And then I was called an outlier. I didn't take that as a compliment or insult--just something to ponder. I took the comment to mean the second of the definitions below:
out·li·er (outlr)
n.
1. One whose domicile lies at an appreciable distance from his or her place of business.
2. A value far from most others in a set of data: "Outliers make statistical analyses difficult" (Harvey Motulsky).
3. Geology A portion of stratified rock separated from a main formation by erosion.
I don't now nor have I ever considered myself an outlier athletically. I didn't come from "good" parents (good in the sense of being gifted athletically or genetically), I didn't deliberately engage in sports (unless you count riding a bike maybe 2 miles to an outdoor pool in the summer and flopping around for an hour or so) until my 20's (and even then it was just rollerskating), and I didn't begin serious training until I was the ripe old age of 42. All I have done is make choices and seized opportunities that improve my ability to train hard and recover from it.
I will now tell the complete story of how I got to where I am today in triathlon. This may bore the hell out of you, but I enjoy writing about it and have never really gotten the entire thing together at once, so here goes.

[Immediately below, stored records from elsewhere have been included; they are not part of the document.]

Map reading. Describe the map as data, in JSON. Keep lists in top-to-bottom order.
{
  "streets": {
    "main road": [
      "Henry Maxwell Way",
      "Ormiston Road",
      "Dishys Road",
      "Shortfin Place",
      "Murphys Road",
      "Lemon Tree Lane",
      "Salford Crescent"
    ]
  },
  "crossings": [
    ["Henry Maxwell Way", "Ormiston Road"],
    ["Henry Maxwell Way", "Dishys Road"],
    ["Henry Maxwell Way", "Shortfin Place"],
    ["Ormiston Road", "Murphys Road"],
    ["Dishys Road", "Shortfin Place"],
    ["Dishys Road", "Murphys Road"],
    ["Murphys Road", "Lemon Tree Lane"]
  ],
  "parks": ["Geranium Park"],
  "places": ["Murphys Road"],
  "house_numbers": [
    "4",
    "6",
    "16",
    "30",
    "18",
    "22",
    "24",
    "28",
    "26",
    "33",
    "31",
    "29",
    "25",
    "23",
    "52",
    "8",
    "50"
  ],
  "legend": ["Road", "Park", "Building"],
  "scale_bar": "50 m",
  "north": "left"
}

Oh, sure I'm damn lucky that I get to work out of my house. It wasn't always that way. I was a workaholic in my 20's and early 30's, regularly putting in 60-80 hours per week. I got married at the age of 29 and saw my hours spent working out decline to a pitiful amount--near zero. I found that that made me an unhappy person, although I thought it made my marriage better, because I worked tirelessly at it to try and be the perfect wife. You can't be the perfect anything unless you are being true to yourself, and I wasn't. I began a slow return to "working out," (which is what I had considered my exercise in my 20's to be--it was certainly not training), while continuing to pile on the hours at work.
I became happier with myself. I got divorced. I began a new job in the software industry, and there was a gradual acceptance of doing the computer/phone thing from home a few days per week. And if you were good at managing yourself this way (and I was) and being productive, you were able to spend progressively more and more time working out of home, until well now, where it's more the norm than the exception for many people in the industry to work from home full time.
So sure, I'm lucky that I get to work out of my house, but the opportunity to do so only came after I'd worked myself into the ground for many years. So I earned it, and then I began using it to my advantage. And I rediscovered the joy I get in movement, and it just escalated from there. From 1997-1999, I was only running and lifting (and a little miscellaneous "cardio"), maybe 8-10 hours a week, which is still a lot for most people, but it was manageable, and I wasn't yet working at home full time.
Then I got bit by the triathlon bug. Or, should I say, the opportunity presented itself. I had run 2 marathons with Team in Training, and my local group was starting up a triathlon program, and I was asked to be a mentor. ME! What the fuck, right? I knew NOTHING about triathlon and figured I had better start reading up, and so I did. I bought books, I found all the best websites from which to glean information, bought a decent road bike (which is now in the loving hands of my massage therapist), took some swim lessons (Cindy can attest those were good times indeed!) and pronounced myself a triathlete. A crappy triathlete, but at least I had some of the best gear around (not my bike yet, though).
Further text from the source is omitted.